3

I was working and was considering using a union. I decided against it, because the design really called for a struct/class, but it eventually lead to the following hypothetical question:

Suppose you have a union like this contrived example:

typedef union {
    char* array_c;
    float* array_f;
    int* array_i;
} my_array;

. . . and then you allocate one of the arrays and try deleting it from somewhere else:

my_array arr;
arr.array_f = (float*)(malloc(10*sizeof(float)));
free(arr.array_i);

I assume that this would work, although it is technically not defined, because of the way malloc is implemented. I also assume it would work when allocating array_c, even though, unlike int vs. float, the arrays are unlikely to be the same size.

The test could be repeated with new and delete, which are similar. I conjecture these would also work.

I'm guessing that the language specifications would hate me for doing this, but I would expect it would work. It reminds me of the "don't delete a new-ed pointer cast to void* even when it's an array not an object" business.

So questions: what does the specification say about doing this? I checked briefly, but couldn't find anything that addresses this case in particular. How ill-advised is this anyway--from a functional perspective (I realize that this is terrible from a clarity perspective).

This is purely a curiosity question for pedantic purposes.

curiousguy
  • 8,038
  • 2
  • 40
  • 58
geometrian
  • 14,775
  • 10
  • 56
  • 132
  • "the arrays are unlikely to be the same size" -- that's irrelevant since the size isn't passed to free; it figures it out from information stored in the arena. All that is relevant is whether the pointer value passed to free is the same as the pointer value returned by malloc ... and the standard doesn't guarantee that. – Jim Balter Jun 29 '12 at 05:12
  • Exactly.
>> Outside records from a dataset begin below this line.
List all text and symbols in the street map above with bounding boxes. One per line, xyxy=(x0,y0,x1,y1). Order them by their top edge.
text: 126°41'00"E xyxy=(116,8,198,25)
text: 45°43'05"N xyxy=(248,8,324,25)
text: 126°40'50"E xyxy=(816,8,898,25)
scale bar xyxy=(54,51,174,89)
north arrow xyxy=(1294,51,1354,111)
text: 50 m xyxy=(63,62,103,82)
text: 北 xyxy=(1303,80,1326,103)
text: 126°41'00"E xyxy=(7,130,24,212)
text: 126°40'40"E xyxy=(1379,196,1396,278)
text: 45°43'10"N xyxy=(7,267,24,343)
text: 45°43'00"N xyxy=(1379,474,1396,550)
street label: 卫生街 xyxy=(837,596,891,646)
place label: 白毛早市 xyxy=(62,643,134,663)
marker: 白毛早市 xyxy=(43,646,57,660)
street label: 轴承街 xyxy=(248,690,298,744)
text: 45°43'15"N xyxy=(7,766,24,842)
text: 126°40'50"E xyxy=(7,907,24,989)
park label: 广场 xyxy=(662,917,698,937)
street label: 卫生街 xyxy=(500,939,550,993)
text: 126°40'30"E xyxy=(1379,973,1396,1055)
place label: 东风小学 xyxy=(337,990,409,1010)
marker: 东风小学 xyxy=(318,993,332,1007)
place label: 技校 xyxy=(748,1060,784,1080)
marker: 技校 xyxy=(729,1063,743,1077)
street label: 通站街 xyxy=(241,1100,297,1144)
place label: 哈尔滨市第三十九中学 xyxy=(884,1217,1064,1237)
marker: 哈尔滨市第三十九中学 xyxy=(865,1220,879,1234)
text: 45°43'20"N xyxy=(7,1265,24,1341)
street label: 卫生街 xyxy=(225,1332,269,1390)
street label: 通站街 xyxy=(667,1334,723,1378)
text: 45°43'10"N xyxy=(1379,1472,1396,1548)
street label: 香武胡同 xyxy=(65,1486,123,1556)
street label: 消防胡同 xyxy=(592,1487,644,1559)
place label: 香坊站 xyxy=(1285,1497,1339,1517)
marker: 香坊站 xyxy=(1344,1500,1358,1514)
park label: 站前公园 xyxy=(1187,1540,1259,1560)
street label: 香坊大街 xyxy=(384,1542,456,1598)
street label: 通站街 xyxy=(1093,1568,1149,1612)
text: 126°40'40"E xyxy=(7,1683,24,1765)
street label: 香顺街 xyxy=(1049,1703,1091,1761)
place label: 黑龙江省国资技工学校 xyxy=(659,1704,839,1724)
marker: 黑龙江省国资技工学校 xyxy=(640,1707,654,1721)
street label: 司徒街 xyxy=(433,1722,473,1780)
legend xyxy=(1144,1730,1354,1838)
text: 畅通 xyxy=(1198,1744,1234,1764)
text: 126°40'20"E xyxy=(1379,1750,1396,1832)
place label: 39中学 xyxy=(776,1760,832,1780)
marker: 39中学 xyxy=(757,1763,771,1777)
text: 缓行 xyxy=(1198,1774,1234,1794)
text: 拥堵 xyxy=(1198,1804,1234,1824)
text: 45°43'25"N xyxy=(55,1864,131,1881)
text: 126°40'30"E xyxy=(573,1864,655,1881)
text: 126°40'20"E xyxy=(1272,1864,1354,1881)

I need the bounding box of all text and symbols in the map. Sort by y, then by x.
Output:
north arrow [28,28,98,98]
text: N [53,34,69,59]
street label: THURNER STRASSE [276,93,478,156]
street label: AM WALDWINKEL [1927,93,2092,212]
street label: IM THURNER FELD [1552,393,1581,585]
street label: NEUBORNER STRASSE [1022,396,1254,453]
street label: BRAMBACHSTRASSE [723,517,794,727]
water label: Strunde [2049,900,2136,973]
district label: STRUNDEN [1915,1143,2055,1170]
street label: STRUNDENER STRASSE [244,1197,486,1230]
That's why I assumed it would work. – geometrian Aug 03 '13 at 15:55
  • You assumed it would work because the standard doesn't guarantee that it would work? I suggest that you thoroughly read the answers and comments on this page. If you only interest is pedantic, then the pedantic answer is that it's undefined behavior. – Jim Balter Aug 05 '13 at 07:21
  • No; I assumed it would work _although_ the standard doesn't guarantee it would work. David Schwartz's answer described all the issues, which is why I accepted it. – geometrian Aug 11 '13 at 18:23

3 Answers3

2

You're precisely correct. It breaks the rules:

When a value is stored in a member of an object of union type, the bytes of the object representation that do not correspond to that member but do correspond to other members take unspecified values, but the value of the union object shall not thereby become a trap representation.
    - ISO/IEC standard 9899, section 6.2.6.1

However, the way implementations are typically done, it will "accidentally" work properly. Since free takes a void *, the parameter will be converted to a void * to pass to free. Since all the pointers are located at the same address and all the conversions to a void * involve no change to their value, the ultimate value passed to free will be the same as if the correct member was passed.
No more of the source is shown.